War of the machines, college edition
A couple of people have sent me this recent essay (hat tip Leon Kautsky) written by Elijah Mayfield on the education technology blog e-Literate, described on their About page as “a hobby weblog about educational technology and related topics that is maintained by Michael Feldstein and written by Michael and some of his trusted colleagues in the field of educational technology.”
Mayfield’s essay is entitled “Six Ways the edX Announcement Gets Automated Essay Grading Wrong”. He’s referring to the recent announcement, which was written about in the New York Times last week, about how professors will soon be replaced by computers in grading essays. He claims they got it all wrong and there’s nothing to worry about.
I wrote about this idea too, in this post, and he hasn’t addressed my complaints at all.
First, Mayfield’s points:
- Journalists sensationalize things.
- The machine is identifying things in the essays that are associated with good writing vs. bad writing, much like it might learn to distinguish pictures of ducks from pictures of houses.
- It’s actually not that hard to find the duck and has nothing to do with “creativity” (look for webbed feet).
- If the machine isn’t sure it can spit back the essay to the professor to read (if the professor is still employed).
- The machine doesn’t necessarily reward big vocabulary words, except when it does.
- You’d need thousands of training examples (essays on a given subject) to make this actually work.

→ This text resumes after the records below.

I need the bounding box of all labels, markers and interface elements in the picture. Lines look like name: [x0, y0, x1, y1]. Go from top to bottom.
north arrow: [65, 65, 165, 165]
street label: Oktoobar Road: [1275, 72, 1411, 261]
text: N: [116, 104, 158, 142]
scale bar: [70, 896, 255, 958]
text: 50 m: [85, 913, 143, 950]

- What’s so really wonderful is that a student can get all his or her many drafts graded instantaneously, which no professor would be willing to do.

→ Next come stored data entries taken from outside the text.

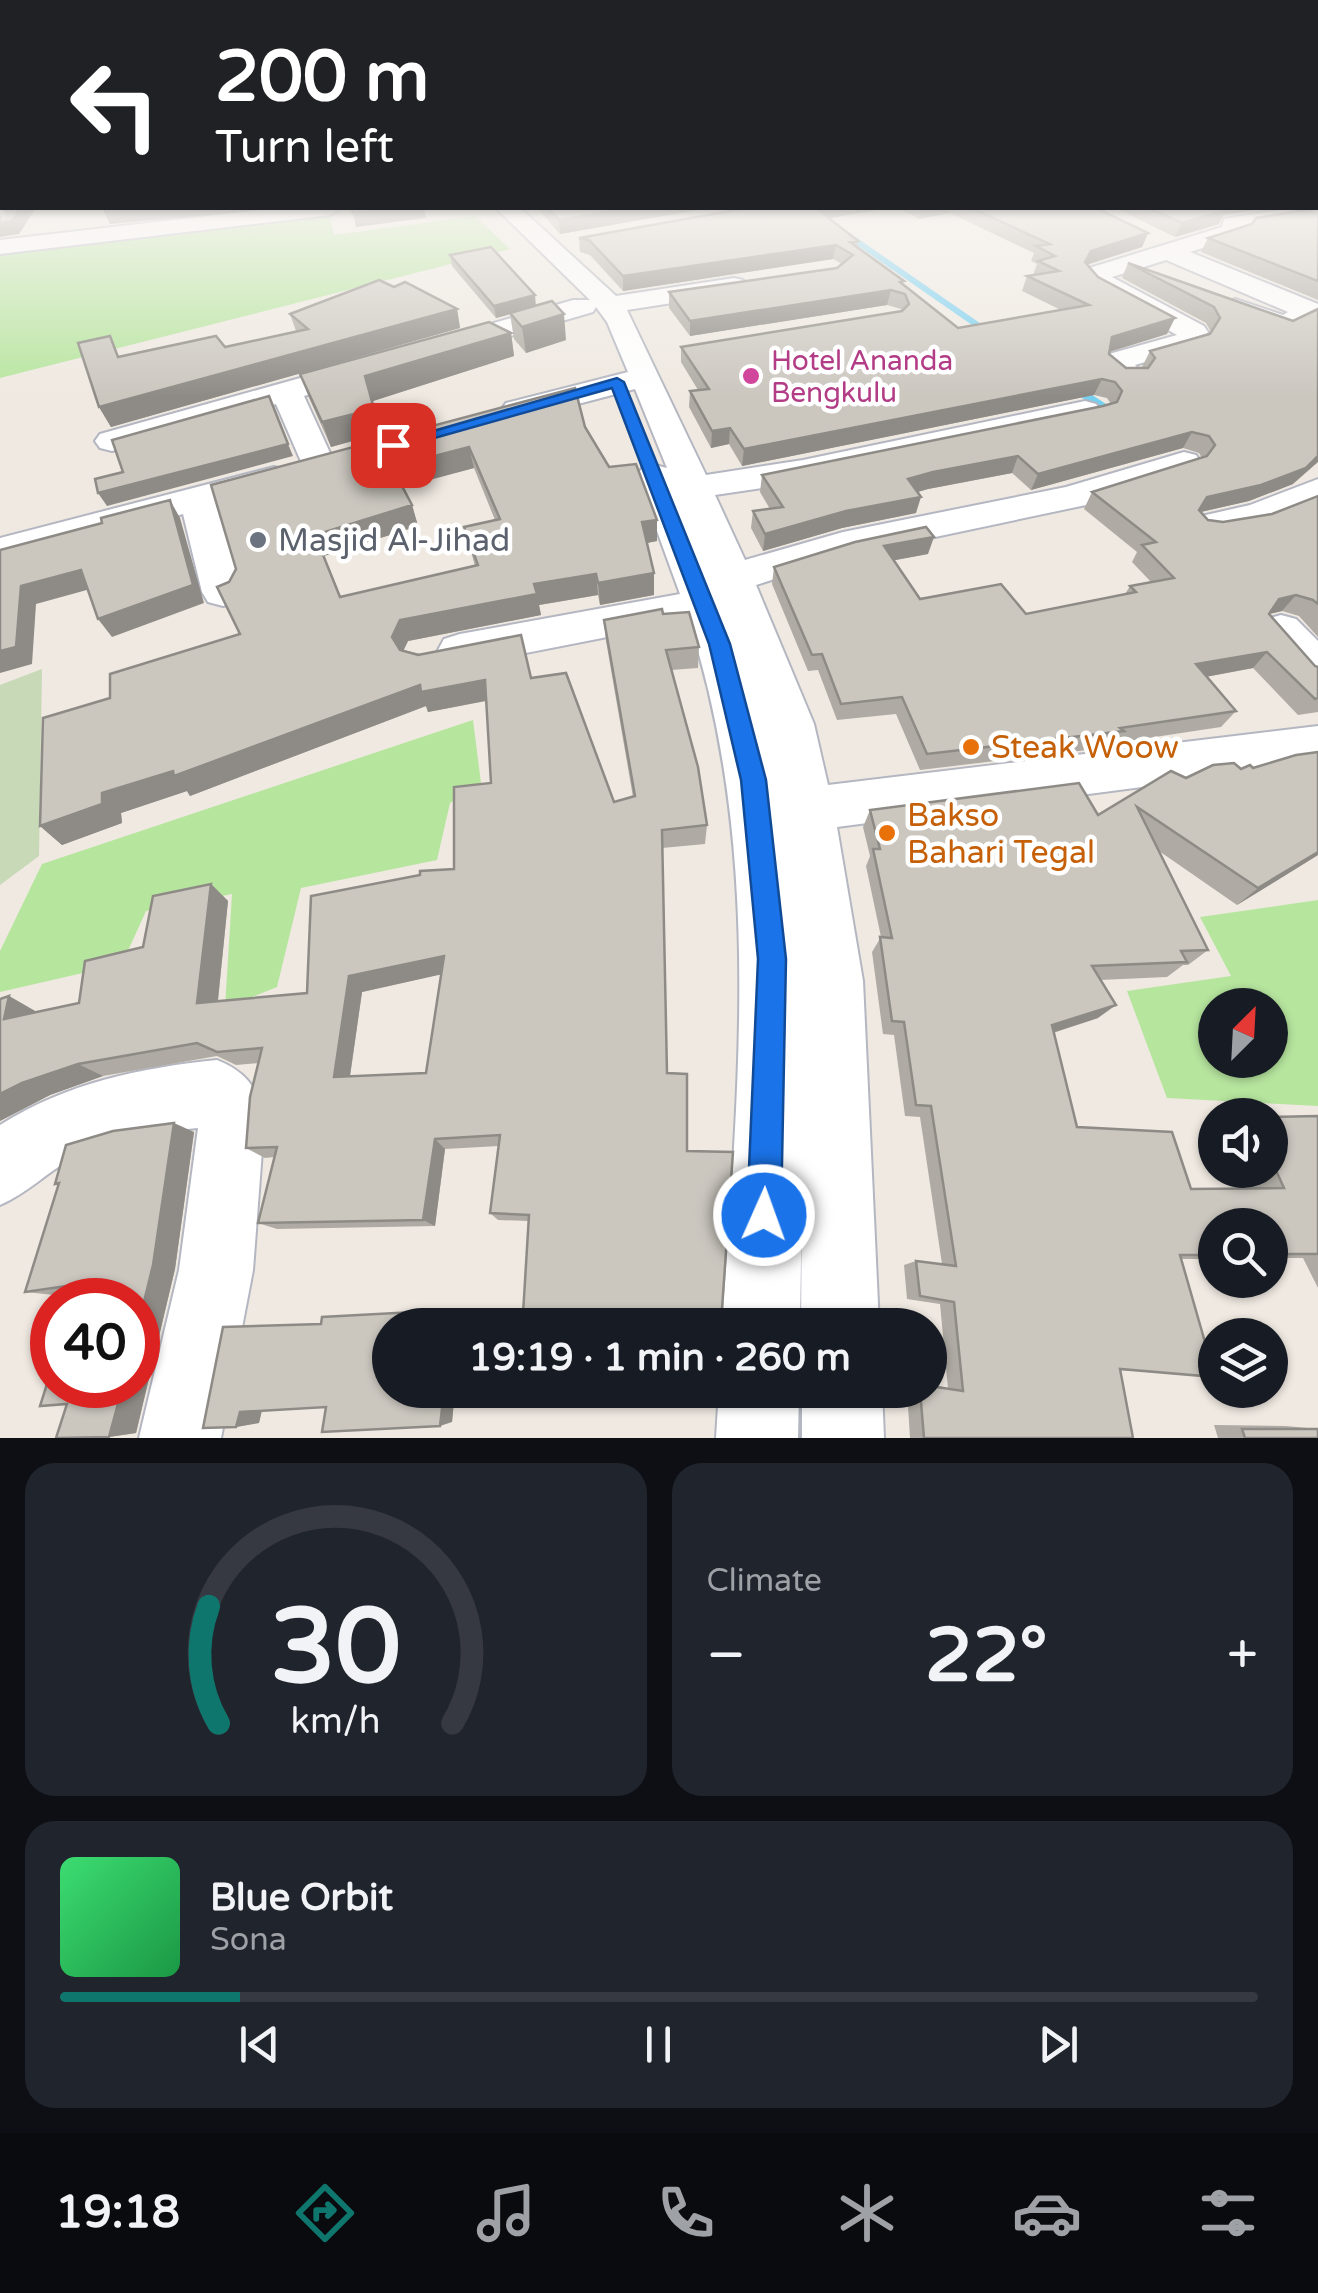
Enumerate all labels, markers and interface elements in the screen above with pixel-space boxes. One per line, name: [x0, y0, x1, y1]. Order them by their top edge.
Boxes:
text: 200 m: [215, 36, 429, 120]
icon: left: [50, 40, 180, 170]
text: Turn left: [215, 121, 394, 175]
place label: Hotel Ananda Bengkulu: [771, 344, 953, 410]
marker: Hotel Ananda Bengkulu: [740, 365, 762, 387]
pin: [351, 403, 436, 488]
icon: arrive: [366, 418, 421, 473]
place label: Masjid Al-Jihad: [278, 522, 510, 560]
marker: Masjid Al-Jihad: [247, 529, 269, 551]
place label: Steak Woow: [991, 729, 1179, 767]
marker: Steak Woow: [960, 736, 982, 758]
place label: Bakso Bahari Tegal: [907, 797, 1095, 872]
marker: Bakso Bahari Tegal: [876, 822, 898, 844]
north arrow: [1198, 988, 1288, 1078]
map controls: [1198, 988, 1288, 1408]
button: sound: [1198, 1098, 1288, 1188]
position arrow: [712, 1163, 816, 1267]
button: search: [1198, 1208, 1288, 1298]
speed limit sign: 40: [30, 1278, 160, 1408]
button: layers: [1198, 1318, 1288, 1408]
text: 19:19 · 1 min · 260 m: [468, 1335, 851, 1381]
text: Climate: [707, 1562, 822, 1600]
text: 30: [270, 1586, 401, 1711]
text: 22°: [925, 1611, 1048, 1701]
text: −: [707, 1623, 746, 1689]
text: +: [1227, 1623, 1258, 1689]
text: km/h: [291, 1700, 381, 1743]
text: Blue Orbit: [210, 1875, 393, 1921]
text: Sona: [210, 1921, 287, 1959]
icon: previous: [232, 2017, 287, 2072]
icon: pause: [631, 2017, 686, 2072]
icon: next: [1031, 2017, 1086, 2072]
icon: directions: [290, 2178, 360, 2248]
icon: music: [471, 2178, 541, 2248]
icon: phone: [651, 2178, 721, 2248]
icon: climate: [832, 2178, 902, 2248]
icon: car: [1012, 2178, 1082, 2248]
icon: filters: [1193, 2178, 1263, 2248]
text: 19:18: [55, 2186, 180, 2240]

Here’s where I’ll start, with this excerpt from near the end:
“Can machine learning grade essays?” is a bad question. We know, statistically, that the algorithms we’ve trained work just as well as teachers for churning out a score on a 5-point scale. We know that occasionally it’ll make mistakes; however, more often than not, what the algorithms learn to do are reproduce the already questionable behavior of humans. If we’re relying on machine learning solely to automate the process of grading, to make it faster and cheaper and enable access, then sure. We can do that.
OK, so we know that the machine can grade essays written for human consumption pretty accurately. But it hasn’t had to deal with essays written for machine consumption yet. There’s major room for gaming here, and only a matter of time before there’s a competing algorithm to build a great essay. I even know how to train that algorithm. Email me privately and we can make a deal on profit-sharing.
And considering that students will be able to get their drafts graded as many times as they want, as Mayfield advertised, this will only be easier. If I build an essay that I think should game the machine, by putting in lots of (relevant) long vocabulary words and erudite phrases, then I can always double check by having the system give me a grade. If it doesn’t work, I’ll try again.
And the essays built this way won’t get caught via the fraud detection software that finds plagiarism, because any good essay-builder will only steal smallish phrases.
One final point. The fact that the machine-learning grading algorithm only works when it’s been trained on thousands of essays points to yet another depressing trend: large-scale classes with the same exact assignments every semester so last year’s algorithm can be used, in the name of efficiency.
But that means last year’s essay-building algorithm can be used as well. Pretty soon it will just be a war of the machines.